Abstract

This paper presents a novel abnormal data detecting algorithm based on the first order difference method, which could be used to find out outlier in building energy consumption platform real time. The principle and criterion of methodology are discussed in detail. The results show that outlier in cumulative power consumption could be detected by our method.

1. Introduction

Building energy consumption represents a significant percentage of national energy consumption in many countries; the reaching figures of energy used in buildings in comparison with the total national consumption are considered to be 25% for Japan, 28% for China, 37% for European Union, and 40% for the United States [14]. Furthermore, the rise of energy demand in buildings will continue in the near future because of the growing use of buildings and increasing demand for improved building comfort levels [5]. In this scenario, energy efficiency in facilities is a prime objective of energy policy, and the energy efficiency of buildings is of prime concern in both developing and developed countries for anyone who wishes to identify energy savings.

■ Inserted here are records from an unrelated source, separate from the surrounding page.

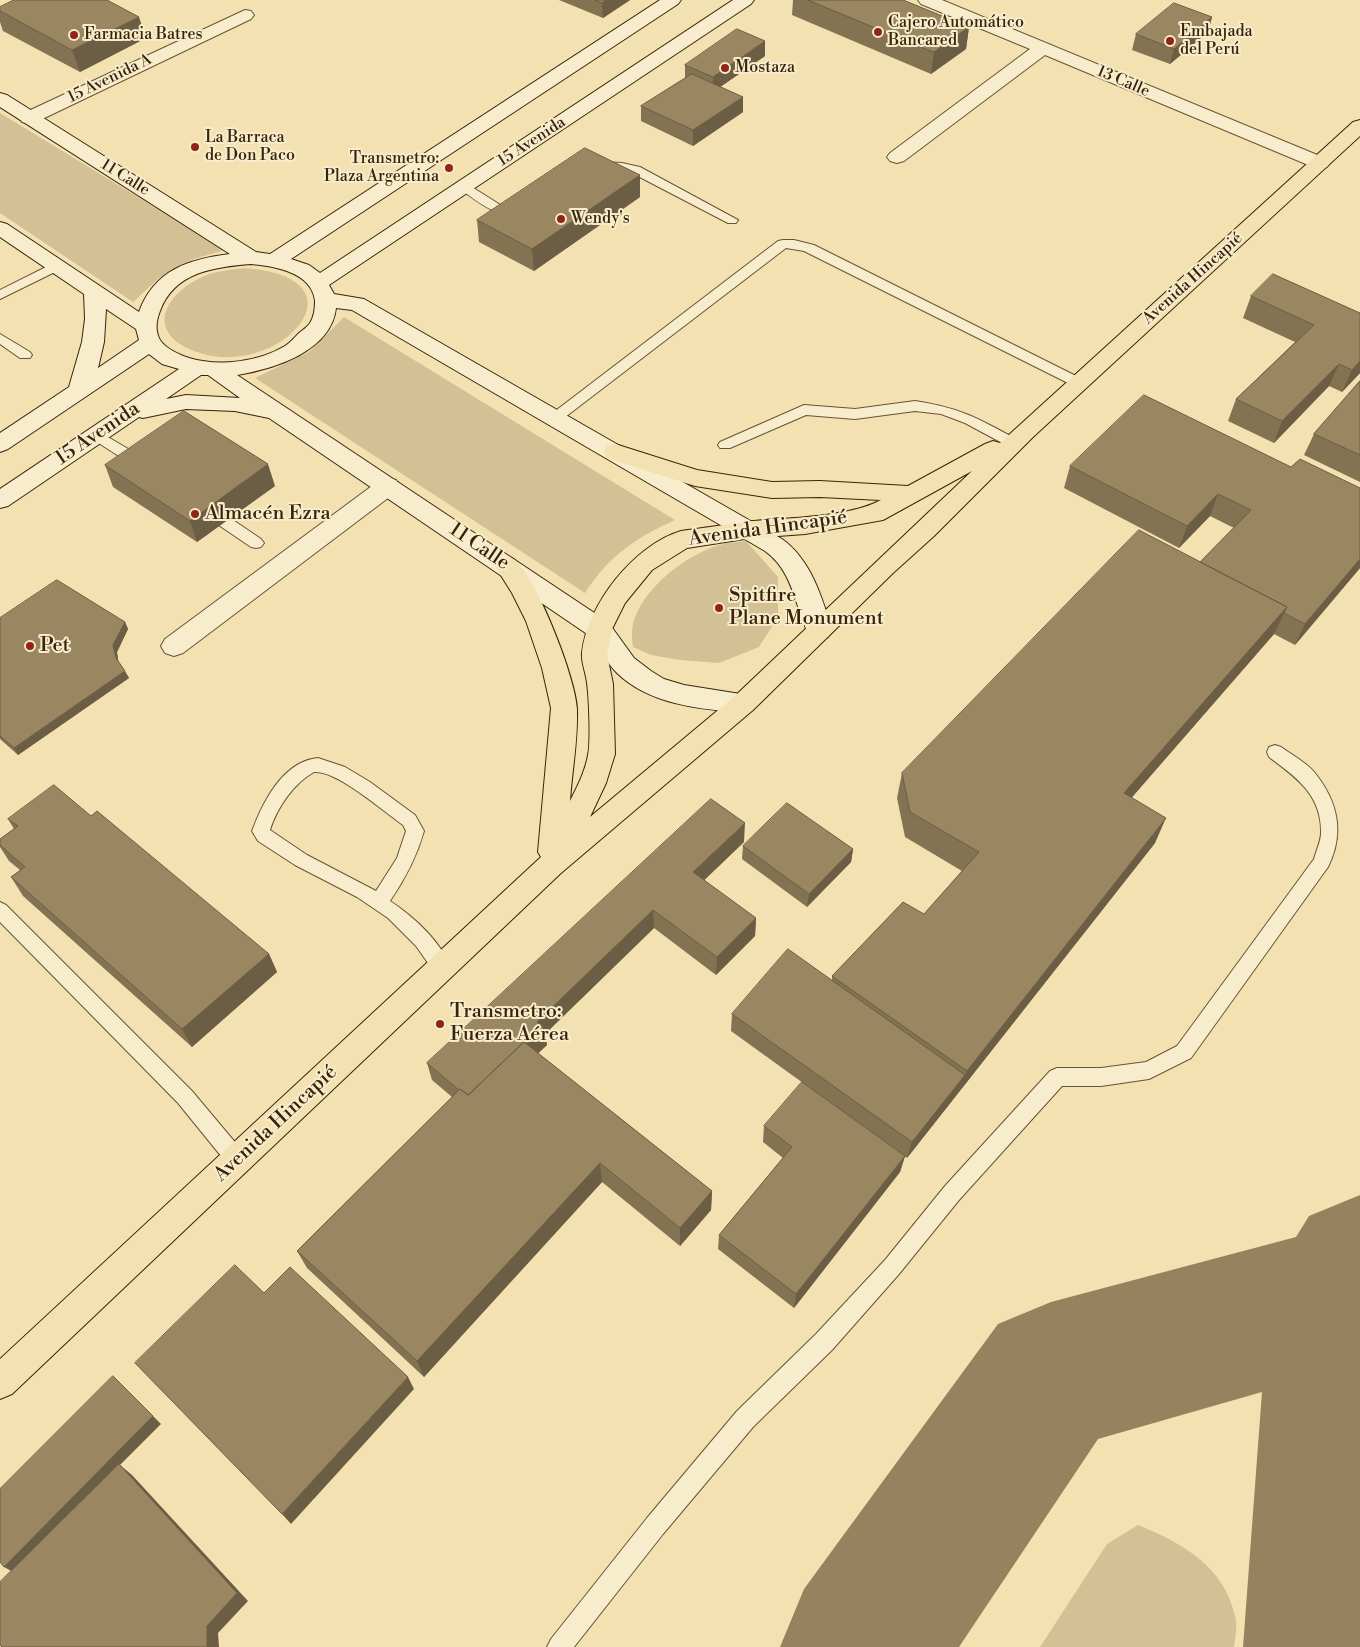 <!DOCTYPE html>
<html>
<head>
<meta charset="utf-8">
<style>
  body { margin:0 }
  canvas { display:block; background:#f3e1b1 }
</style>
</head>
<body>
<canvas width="1360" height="1647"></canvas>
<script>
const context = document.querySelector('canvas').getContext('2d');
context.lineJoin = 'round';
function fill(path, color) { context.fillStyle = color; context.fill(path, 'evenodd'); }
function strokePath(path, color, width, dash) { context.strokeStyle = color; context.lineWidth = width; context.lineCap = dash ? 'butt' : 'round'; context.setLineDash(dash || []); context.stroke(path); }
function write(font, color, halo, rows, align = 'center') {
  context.font = font + ' "Libre Bodoni",serif'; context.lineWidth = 4; context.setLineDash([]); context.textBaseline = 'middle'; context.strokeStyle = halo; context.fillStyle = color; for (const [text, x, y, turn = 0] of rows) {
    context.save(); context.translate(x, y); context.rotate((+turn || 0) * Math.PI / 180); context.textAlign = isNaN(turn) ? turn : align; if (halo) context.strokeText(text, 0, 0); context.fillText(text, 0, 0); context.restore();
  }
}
fill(new Path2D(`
  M0,113l225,137 -31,9 -36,20 -25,23 -133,-89z
  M244,268c128,9 37,111 -44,85 -52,-16 -42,-54 0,-75 13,-7 29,-8 44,-10z
  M344,317l331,203c-40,18 -66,36 -90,73l-330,-215 54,-26z
  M746,541l32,36v40l-19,30 -40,16 -39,-3 -29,-5 -18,-8c-1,-5 -1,-11 -1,-16 4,-39 55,-78 91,-87 7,-2 15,-2 23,-3z
  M1138,1525c44,18 86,41 97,91 3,9 0,22 -1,31h-194l67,-103z`), '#d3c195');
fill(new Path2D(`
  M1360,1195v452h-117l19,-255 -164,47 -139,208h-179l24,-58 194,-265 53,-22 245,-65 13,-21z`), '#96825e');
const lane = new Path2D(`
  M603,162l19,1 18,4 98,53 -2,3h-8l-96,-50 -33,-4 -2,-3 2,-3z
  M464,182l38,24 16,-6 6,4c-20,23 -46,-3 -64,-15l-2,-3z
  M783,240h11l20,5 270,135 2,3 -2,3h-10l-270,-135 -18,-3 -226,173h-10l-2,-3 2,-3 228,-174z
  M56,262l7,4 -2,3 -61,30v-9z
  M0,334l30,18 2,3 -2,3h-10l-20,-14z
  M915,401c42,6 63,17 99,37l2,3 -2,3h-10l-39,-21 -24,-9 -26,-3 -60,8 -49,-4 -76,33h-10l-2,-3 2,-3 84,-37 51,4z
  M96,430l51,30 2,4 -2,4h-10l-46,-30 -2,-3 2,-3z
  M206,504l5,1 50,34 3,4 -3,4 -5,1 -5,-1 -50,-34 -3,-4 3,-4z
  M1275,745l6,2c11,8 26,16 34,26 23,29 30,60 13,94l-137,191 -42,21 -48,7h-39l-103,114 -60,74 -67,76 -79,77 -90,107 -89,113h-27l4,-8 96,-121 90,-107 79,-77 69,-74 60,-74 105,-115 7,-3h44l45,-6 31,-16 137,-187c2,-8 7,-18 7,-26 1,-38 -25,-56 -52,-76l-2,-5 2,-5z
  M318,758l27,9 25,15 45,33 9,16c-7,25 -19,48 -34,70 24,16 49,39 61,66l-2,6 -7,2 -7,-2 -19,-27 -28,-28 -31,-21 -62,-32 -37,-24 -6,-10 2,-5c11,-28 31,-65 64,-68zM314,772c23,-2 69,39 89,53l3,6 -9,27 -21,33 -69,-36 -37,-25c7,-22 23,-46 44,-58z
  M0,902l6,3 186,186 52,62 3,7 -3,7 -7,3 -7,-3 -52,-64 -178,-181z`);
const street = new Path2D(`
  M918,0h24l385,159 3,4 -3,4 -7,2 -7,-2 -268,-112 -141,106 -7,2 -7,-2 -3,-4 3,-4 140,-104 -109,-45z
  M245,10l6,1 3,4 -3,4 -215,103 -7,2 -7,-2 -2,-4 2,-4z
  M388,478l8,2 4,6 -4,6 -213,161 -9,3 -9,-3 -4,-7 4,-7 215,-159z`);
const secondary = new Path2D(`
  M660,0h21l-3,4 -387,255 18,6 11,8 413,-273h21l-3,4 -422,281 5,9 30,5 418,240c29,21 40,58 50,91l-4,7 -9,2 -9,-2c-16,-30 -15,-64 -45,-86l-413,-241 -16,-2c-5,44 -63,61 -99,67l371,247 26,36 17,13 13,8 20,6 69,11 4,7 -4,7 -9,3c-43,-4 -94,-8 -127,-40 -11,-11 -18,-25 -27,-37l-321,-218 -34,-7 -49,-2 -43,9 -4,-1 -131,89 -8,2v-19l179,-120 -17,-5 -13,-10 -141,95 -8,3v-19l69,-46 13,-45 3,-23 -1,-25 -84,-57v-15l7,2 132,88c15,-42 50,-53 91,-58l-230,-147v-14l7,2 249,157 14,2zM251,264c23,2 61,8 64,37 0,7 -1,16 -5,22 -3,4 -7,7 -11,10 -4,4 -9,10 -14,13 -27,16 -66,21 -96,12 -9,-3 -23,-9 -29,-18 -5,-9 -4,-19 0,-29 14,-39 54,-44 91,-47zM106,309l30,20 3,11 -41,28 6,-26zM201,375h7l32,23 -54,-3 -20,4z`);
const primary = new Path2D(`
  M1360,120v16l-327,301 -99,99 -41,37 -140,137 -192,163 -549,521 -12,5v-40l541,-502 -3,-5 13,-144 -9,-40 -16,-47 -14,-28 -17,-27 3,-6c6,-2 13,-4 18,1 22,21 60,118 61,148 1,31 -5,62 -7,92 7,-14 15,-29 18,-46 3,-12 1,-58 -1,-72 -1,-10 -6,-21 -5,-30 5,-48 52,-108 99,-122 24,-3 48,-7 72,-10 36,-3 97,-4 128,-21l-61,-3 -48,1 -77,-12 -88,-28 -3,-6 3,-6 8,-2 82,26 75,12 48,-1 88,5 77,-42 8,-3 7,2 353,-321zM972,471l-237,225 -145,121 16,-34 9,-29 -2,-70 -6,-29 5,-26 13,-26 27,-33 35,-22 64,-10 54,-4 78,-14z`);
strokePath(lane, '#685334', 2);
strokePath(street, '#685334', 2);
strokePath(secondary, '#39240b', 2);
strokePath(primary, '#39240b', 2);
fill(lane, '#f7eccc');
fill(street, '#f7eccc');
fill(secondary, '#f7eccc');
fill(primary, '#f3e1b1');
fill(new Path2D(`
  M559,0h71l-27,18z
  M793,0h110l66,27 -3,22 -35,25 -139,-59z
  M0,7l146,31 -66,34 -77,-41 -3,-9z
  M1212,17l-4,15 -38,32 -38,-14 4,-16z
  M765,56l-45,31 23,10v15l-50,34 -52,-25v-15l44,-28v-13z
  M640,175v22l-106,74 -55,-29 -2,-22z
  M1251,296l109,17v60l-18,19 -13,-6 -55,57 -46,-22 8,-22 59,-57 -52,-24z
  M1360,381v101l-56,-27 10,-21z
  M105,465l170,21 -78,56 -84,-55z
  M1070,466l221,1 69,21v80l-65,77 -21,-11 -142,163 23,46 -196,249 -52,66 -176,-127 1,-17 100,-34v-4l92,-62 38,-43 -57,-34 -8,-39 5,-25 298,-211 34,-34 -24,-12 -31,32 -115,-60z
  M0,618l125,4 3,7 -11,23 1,10 11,16 -111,77 -18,-16z
  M91,816l178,138 8,18 -85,75 -169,-151 -12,-19 9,-7 -11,-9 -9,-14v-8l14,-10 -6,-10z
  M744,842l-40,38 52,38 -1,18 -39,39 -62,-47 -109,106 2,11 -9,8 174,138 -1,19 -31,36 -78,-64 -178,195 -117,-109 -10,-17 155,-154 -20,-17 -5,-17z
  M743,846l110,3 -2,13 -44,45 -65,-48z
  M764,1126l141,30 -5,16 -106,136 -76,-59 1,-14 64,-77 -20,-16z`), '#847353');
fill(new Path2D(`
  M606,0h24l-27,18 -1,-15z
  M139,17l7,21 -66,34 -8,-22z
  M1212,17l-4,15 -38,32 4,-15z
  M969,27l-3,22 -35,25 3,-22z
  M765,41v15l-52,36v-15z
  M743,97v15l-50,34v-16z
  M640,175v22l-106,74 -2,-22z
  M1360,361v12l-18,19 10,-22z
  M1339,364l-10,22 -55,57 8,-22z
  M268,464l7,22 -78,56 -7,-21z
  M1218,494l-8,22 -31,32 8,-22z
  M1360,559v9l-65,77 10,-21z
  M1287,607l-13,27 -160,184 10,-25z
  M125,622l3,7 -11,23 2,13 -3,-7 -3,-13z
  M125,671l4,7 -111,77 -4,-7z
  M1166,818l-11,25 -196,249 -52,66 5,-16 53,-67 2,-4z
  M745,823l-1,19 -51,49v-19z
  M853,849l-2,13 -44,45 2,-13z
  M653,910l1,18 -109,106 2,11 -74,71 64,-94z
  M756,918l-1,18 -39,39 1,-18z
  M269,954l8,18 -85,75 -10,-18z
  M905,1156l-5,16 -106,136 2,-14z
  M600,1163l2,19 -178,195 -7,-16z
  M712,1191l-1,19 -31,36v-18z
  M113,1376l48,48 -41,41 12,10 116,126 -30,32 1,14h-12l-192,-74 -11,-6z
  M408,1377l6,12 -123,135 -9,-10z`), '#6c5e44');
const building = new Path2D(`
  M14,0h93l32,17 -67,33 -72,-39v-4z
  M595,0h11l-4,3z
  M808,0h95l66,27 -35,25z
  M1174,3l38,14 -38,32 -38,-15z
  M737,29l28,12 -52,36 -28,-12z
  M692,74l51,23 -50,33 -52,-24z
  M585,148l55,27 -108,74 -55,-29z
  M1273,274l87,39v48l-8,9 -13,-6 -57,57 -46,-22 78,-74 -63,-29z
  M1360,381v74l-46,-21z
  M1144,395l147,72 9,-8 60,29v71l-55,65 -21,-11 3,-6 -87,-45 51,-52 -33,-16 -31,32 -117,-60z
  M184,411l84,53 -78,57 -85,-56z
  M1139,530l148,77 -163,186 42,25 -199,253 -135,-95 71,-74 21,12 55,-62 -69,-40 -8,-39z
  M57,580l68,42 -12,23 3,13 9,13 -111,77 -14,-12v-118z
  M54,785l37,31 6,-5 172,143 -87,75 -171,-152 14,-10 -25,-22v-6l18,-13 -10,-7z
  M711,799l34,24 -52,49 63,46 -39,39 -64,-47 -116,112 7,6 -17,16 -3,-2 -56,53 -8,-6 -1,1 -32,-27z
  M787,803l66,46 -44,45 -66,-48z
  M788,949l177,126 -53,67 -180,-128z
  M524,1042l188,149 -32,37 -80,-65 -183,198 -120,-110 163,-162 8,6z
  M802,1082l103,74 -109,138 -77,-59 73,-88 -28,-21z
  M235,1265l29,28 26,-26 118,110 -126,137 -147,-151z
  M113,1376l40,40 -149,151 -4,-5v-73z
  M119,1464l118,129 -30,33v21h-205l-2,-2v-63z`);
fill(building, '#9a8661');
strokePath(building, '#6c5e44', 1);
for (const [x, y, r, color] of [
  [878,32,5,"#8f2418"],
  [74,35,5,"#8f2418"],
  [1170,41,5,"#8f2418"],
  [725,68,5,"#8f2418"],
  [195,147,5,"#8f2418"],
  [449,168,5,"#8f2418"],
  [561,219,5,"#8f2418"],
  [195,514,5,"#8f2418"],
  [719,608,5,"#8f2418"],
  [30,646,5,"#8f2418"],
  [440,1024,5,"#8f2418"]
]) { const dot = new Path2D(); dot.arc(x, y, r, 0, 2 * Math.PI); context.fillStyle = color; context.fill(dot); strokePath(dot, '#f7eccc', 2); }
write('16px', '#39240b', '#f7eccc', [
  ["Cajero Automático",888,23],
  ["Bancared",888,41],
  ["Embajada",1180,32],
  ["del Perú",1180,50],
  ["Farmacia Batres",84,35],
  ["Mostaza",735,68],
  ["La Barraca",205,138],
  ["de Don Paco",205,156],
  ["Transmetro:",439,159,"right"],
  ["Plaza Argentina",439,177,"right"],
  ["Wendy's",571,219]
], 'left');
write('16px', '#39240b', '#f7eccc', [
  ["15 Avenida A",110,79,-26],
  ["13 Calle",1123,82,23],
  ["15 Avenida",532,142,-33],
  ["11 Calle",125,178,32],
  ["Avenida Hincapié",1193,279,-42]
]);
write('20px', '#39240b', '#f7eccc', [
  ["15 Avenida",98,434,-34],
  ["Avenida Hincapié",768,529,-8],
  ["11 Calle",479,547,34],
  ["Avenida Hincapié",276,1124,-43]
]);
write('20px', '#39240b', '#f7eccc', [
  ["Almacén Ezra",205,514],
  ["Spitfire",729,596],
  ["Plane Monument",729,619],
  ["Pet",40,646],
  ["Transmetro:",450,1012],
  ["Fuerza Aérea",450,1035]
], 'left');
</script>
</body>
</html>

Energy monitoring can help to achieve energy savings and improve the quality of the energy supply; therefore, it can be of strategic importance. The purpose of monitoring building energy consumption is to get data, which is to provide greater insight into how a building consumes energy and achieve a better understanding of the energy usage. Once the dynamic of the energy consumption of a building is known, it is possible to analyze what improvements are likely to be most effective in reducing consumption.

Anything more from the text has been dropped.